修繕費には日常的に発生する費用、例えば車の修理、パンクの修理、器具備品の修理等がすでに伝票と元帳に記載されている。当然これらの修繕費は一般管理販売費に含まれる。
しかし大地震液状化による被害の修理は日常的に発生するものではない。色々考えた末「修繕費(2)」として日常的修繕とは別の勘定科目を作成して処理することにした。
損益計算書は次の順序で記載される。
売上高−売上原価=売上総損益
売上総損益−一般管理販売費=営業損益
営業損益+営業外収入−営業外費用=経常損益
経常損益+特別利益−特別損失=税引前損益
そして税引前損益から法人税、法人住民税、事業税を差引いて当期純損益
日常的に発生する修繕費は当然一般管理費であるが、今回のような滅多にない大地震による被害の修繕費は「特別損失」なので一般管理販売費ではなく特別損失として経理することにしたのである。
前述のとおり一般管理販売費を差引いた金額が経常損益である。経常損益は当期の経営活動の結果を示す金額で経営計画を立てるうえで重要な数字である。銀行等はこの数字を重視しているらしい。そこへ突発的な損益の金額が入り込んではいけないと考えて、大地震による液状化被害の修繕費は特別損失にした。税務上は税引前損益により課税するので修繕費を一般管理販売費にしても特別損失として処理しても同じことであるが、経営内容を示すうえでは別立てにする必要があると思ったのである。

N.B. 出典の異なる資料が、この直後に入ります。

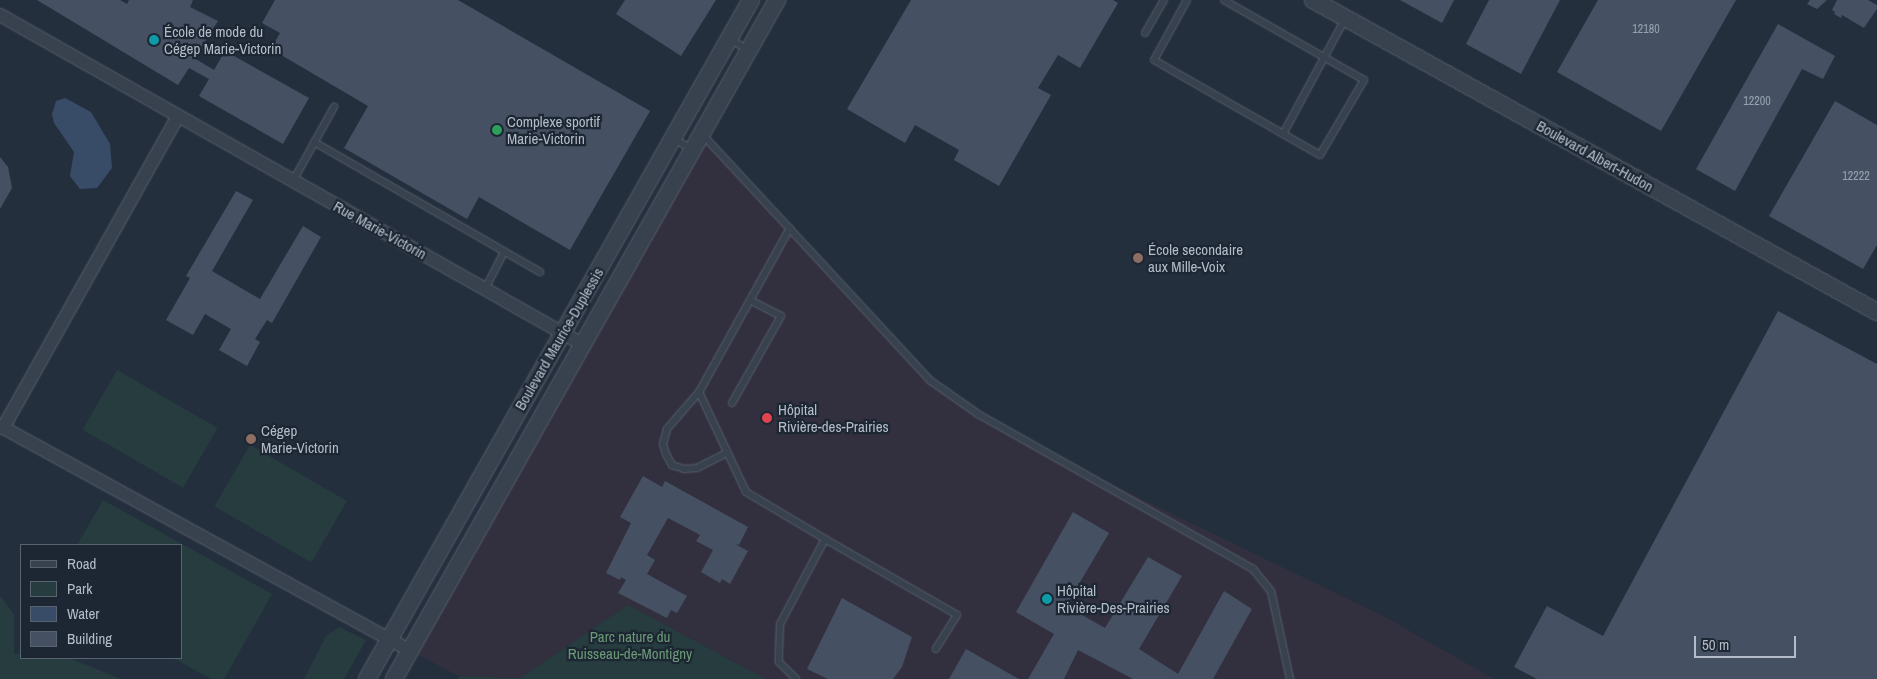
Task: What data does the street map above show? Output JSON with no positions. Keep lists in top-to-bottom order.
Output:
{
  "streets": {
    "street": ["Boulevard Albert-Hudon", "Rue Marie-Victorin", "Boulevard Maurice-Duplessis"]
  },
  "crossings": [
    ["Rue Marie-Victorin", "Boulevard Maurice-Duplessis"]
  ],
  "parks": ["Parc nature du Ruisseau-de-Montigny"],
  "places": [
    "École de mode du Cégep Marie-Victorin",
    "Complexe sportif Marie-Victorin",
    "École secondaire aux Mille-Voix",
    "Hôpital Rivière-des-Prairies",
    "Cégep Marie-Victorin",
    "Hôpital Rivière-Des-Prairies"
  ],
  "house_numbers": ["12180", "12200", "12222"],
  "legend": [
    "Road",
    "Park",
    "Water",
    "Building"
  ],
  "scale_bar": "50 m"
}
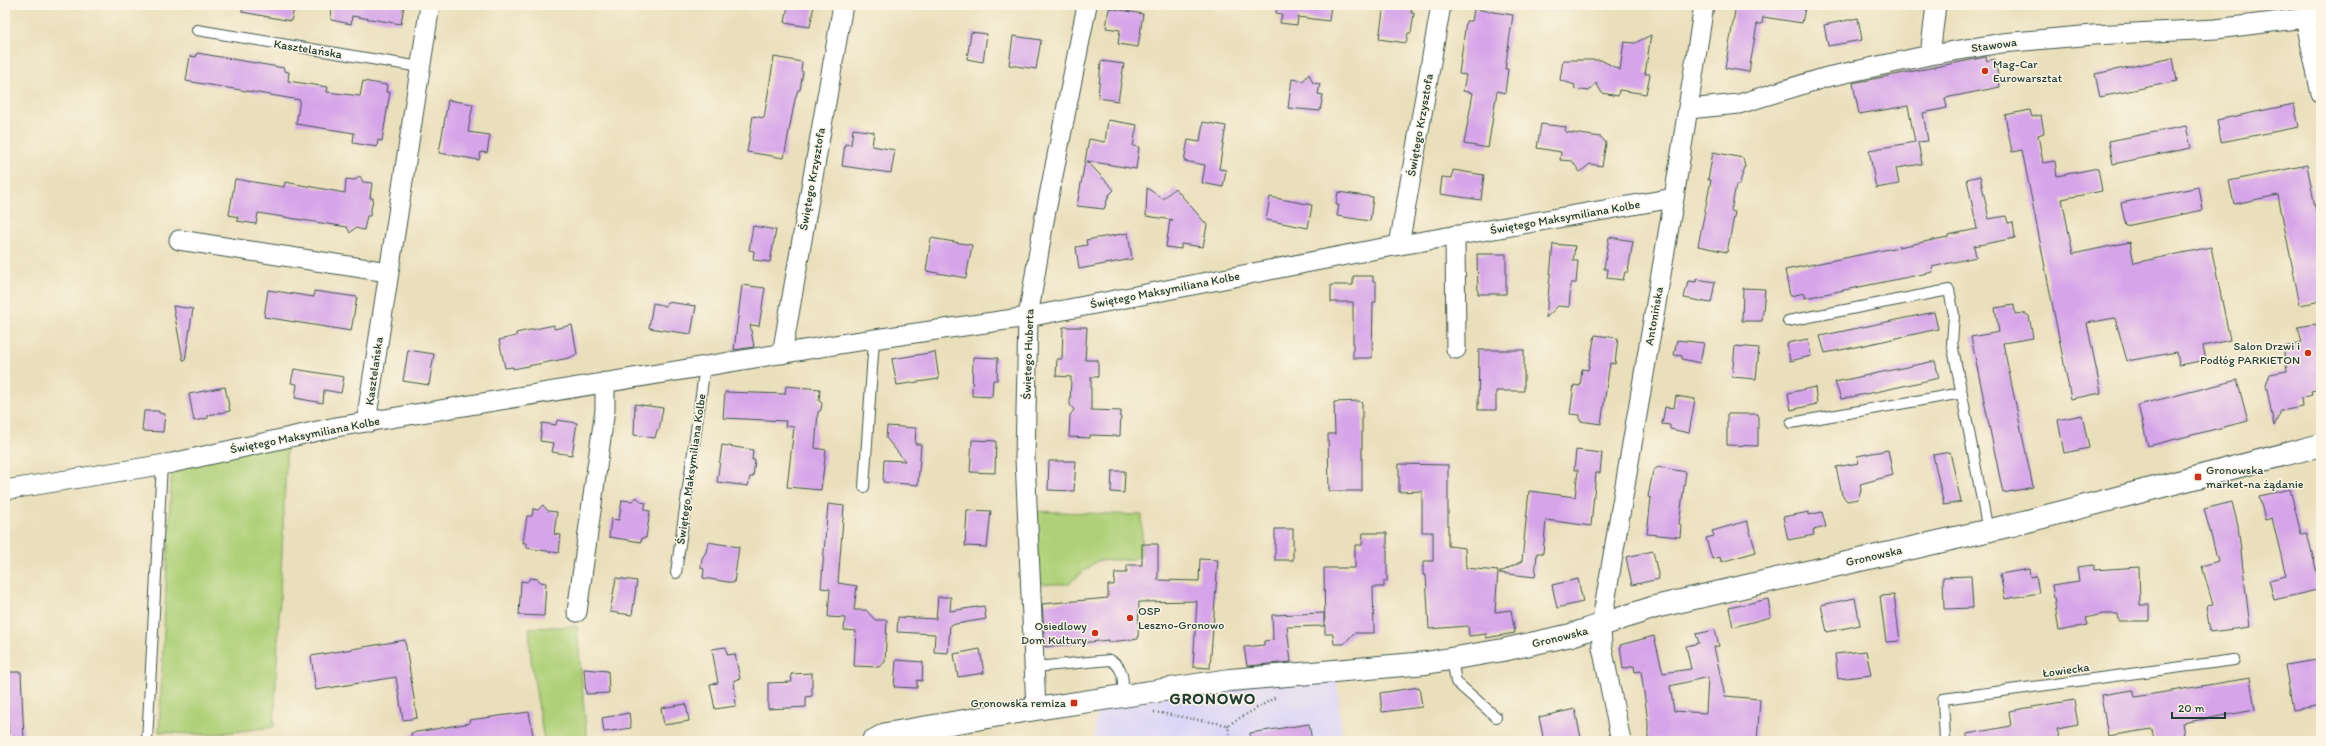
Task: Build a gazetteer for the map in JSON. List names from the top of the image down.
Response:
{
  "streets": {
    "street": [
      "Stawowa",
      "Kasztelańska",
      "Świętego Krzysztofa",
      "Świętego Maksymiliana Kolbe",
      "Antonińska",
      "Świętego Huberta",
      "Gronowska"
    ],
    "lane": ["Łowiecka"]
  },
  "crossings": [
    ["Stawowa", "Antonińska"],
    ["Kasztelańska", "Świętego Maksymiliana Kolbe"],
    ["Świętego Krzysztofa", "Świętego Maksymiliana Kolbe"],
    ["Świętego Maksymiliana Kolbe", "Antonińska"],
    ["Świętego Maksymiliana Kolbe", "Świętego Huberta"],
    ["Antonińska", "Gronowska"],
    ["Świętego Huberta", "Gronowska"]
  ],
  "districts": ["GRONOWO"],
  "places": {
    "other": [
      "Mag-Car Eurowarsztat",
      "Salon Drzwi i Podłóg PARKIETON",
      "OSP Leszno-Gronowo",
      "Osiedlowy Dom Kultury"
    ],
    "transit": ["Gronowska market-na żądanie", "Gronowska remiza"]
  },
  "scale_bar": "20 m"
}
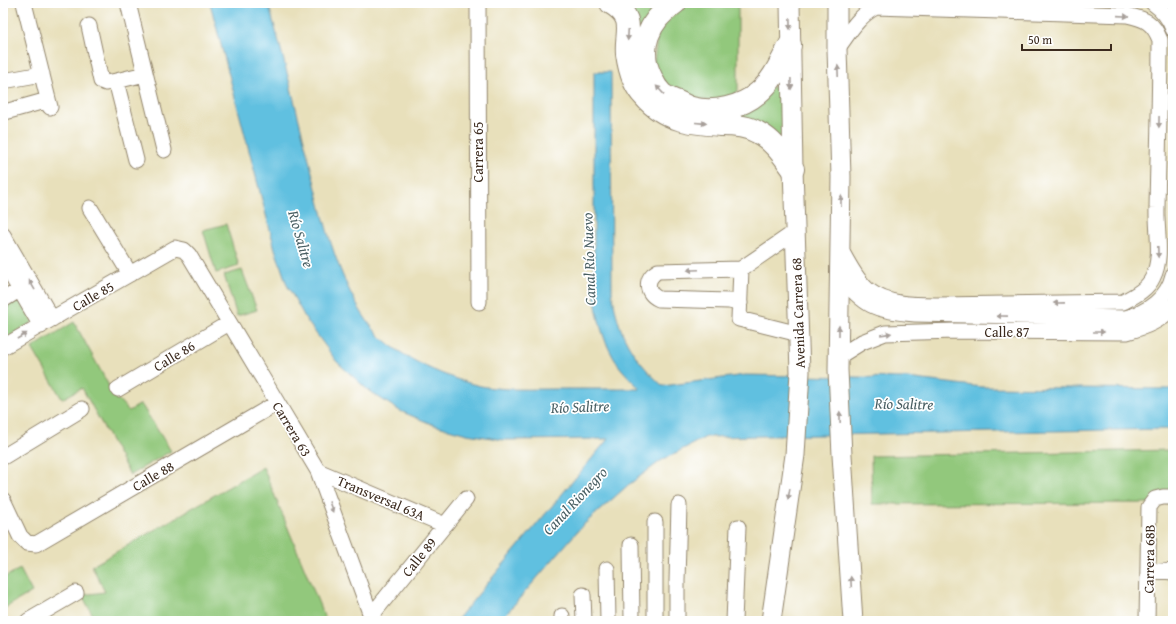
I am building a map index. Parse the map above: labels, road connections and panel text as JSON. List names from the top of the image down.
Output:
{
  "streets": {
    "main road": ["Avenida Carrera 68"],
    "street": [
      "Carrera 65",
      "Calle 85",
      "Calle 87",
      "Calle 86",
      "Carrera 63",
      "Calle 88",
      "Transversal 63A",
      "Calle 89",
      "Carrera 68B"
    ]
  },
  "crossings": [
    ["Calle 85", "Carrera 63"],
    ["Calle 86", "Carrera 63"],
    ["Carrera 63", "Calle 88"],
    ["Carrera 63", "Transversal 63A"],
    ["Carrera 63", "Calle 89"],
    ["Transversal 63A", "Calle 89"]
  ],
  "one_way": ["Carrera 63"],
  "water": ["Río Salitre", "Canal Río Nuevo", "Canal Rionegro"],
  "scale_bar": "50 m"
}
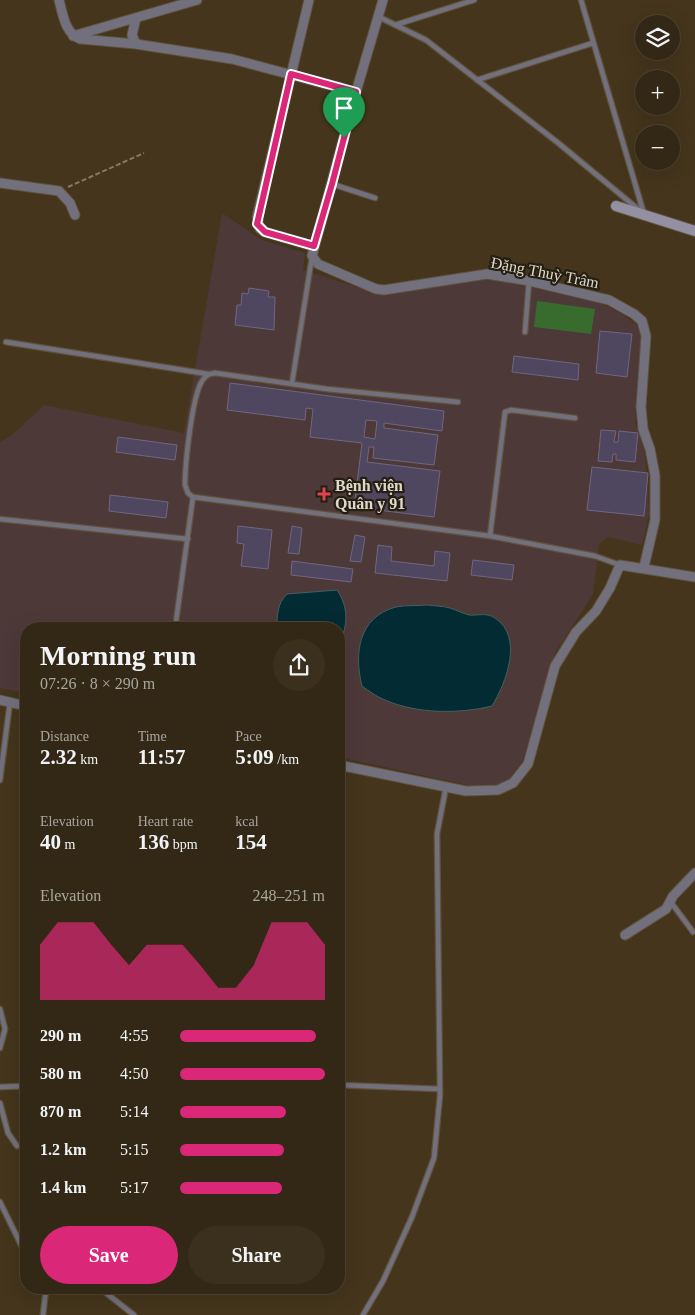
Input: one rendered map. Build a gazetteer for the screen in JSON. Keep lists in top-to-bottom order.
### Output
{
  "streets": {
    "street": ["Đặng Thuỳ Trâm"]
  },
  "places": {
    "health": ["Bệnh viện Quân y 91"]
  },
  "page": {
    "map_buttons": ["+", "−"],
    "heading": ["Morning run", "07:26 · 8 × 290 m"],
    "stats": [
      ["Distance", "2.32 km"],
      ["Time", "11:57"],
      ["Pace", "5:09 /km"],
      ["Elevation", "40 m"],
      ["Heart rate", "136 bpm"],
      ["kcal", "154"]
    ],
    "chart": ["Elevation", "248–251 m"],
    "list": [
      {
        "name": "290 m",
        "note": "4:55"
      },
      {
        "name": "580 m",
        "note": "4:50"
      },
      {
        "name": "870 m",
        "note": "5:14"
      },
      {
        "name": "1.2 km",
        "note": "5:15"
      },
      {
        "name": "1.4 km",
        "note": "5:17"
      }
    ],
    "buttons": ["Save", "Share"]
  }
}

尚、特別利益には第一生命保険が株式会社に変更したため、少額ではあるが株式の割当があった。私共は上場会社の株式は会社では持たないことにしているので、株式代金を現金(銀行振込)で受取った。これは全く予想外の収入、しかも一回こっきりの収入なので「雑収入」勘定ではなく「雑益勘定」として特別収入に計上した。この区別、日常業務の成績を示すうえで、損益計算書に別々に記載することをお薦めする次第である。
前月号に当社の地盤沈下による損害は税引前利益と減価償却費で大半は補えると考えている旨書いた。つまり税引前利益がほとんど無くても、もし若干でも有ればそれと減価償却費で何とかなると考えて書いた次第である。減価償却費は当然一般管理販売費なので損金経理をしてある。従ってすでに損金として処理済みなのに、何故ここで減価償却費が顔を出したのかは、大方の方々には分かりきった事だと思うが、念のため付け加えると、減価償却費は損金として経理するが、お金が出ていくわけではない。従ってキャッシュフロー会計のうえでは、減価償却費から当期購入予定の償却資産を差引いた金額はお金として残るので、資金繰り計算上は被害復旧用に使えるためである。当期は車、その他買い替えが不必要と思うので、減価償却費の7割位は災害復旧費用として支出できると思う。しかし復旧費用の金額は建物に付随する駐車場、駐輪場の舗装費用分だけで、建物本体(出入口を含む)は道路が完全に修復しないと工事ができないため現在は見積りができないので、どの位かかるのかわからない。工事が可能になり次第早急に行いたいと思っている。もし、復旧費が考えているより多額だと経常利益と減価償却費では賄えないかも知れないが、三陸地方や宮城県、そして原発事故で避難している方々の苦労に比べれば軽い被害である。当店の経営、資金繰りは万全、銀行預金も十分有るので、一日も早く被害を復旧して前へ進みたいと思っている。
木材業界でも仙台、鹿島、その他で被害にあった方がいらっしゃると聞いているが、一日も早い修復を皆目指して工事をしているようで、私共も元気付けられている。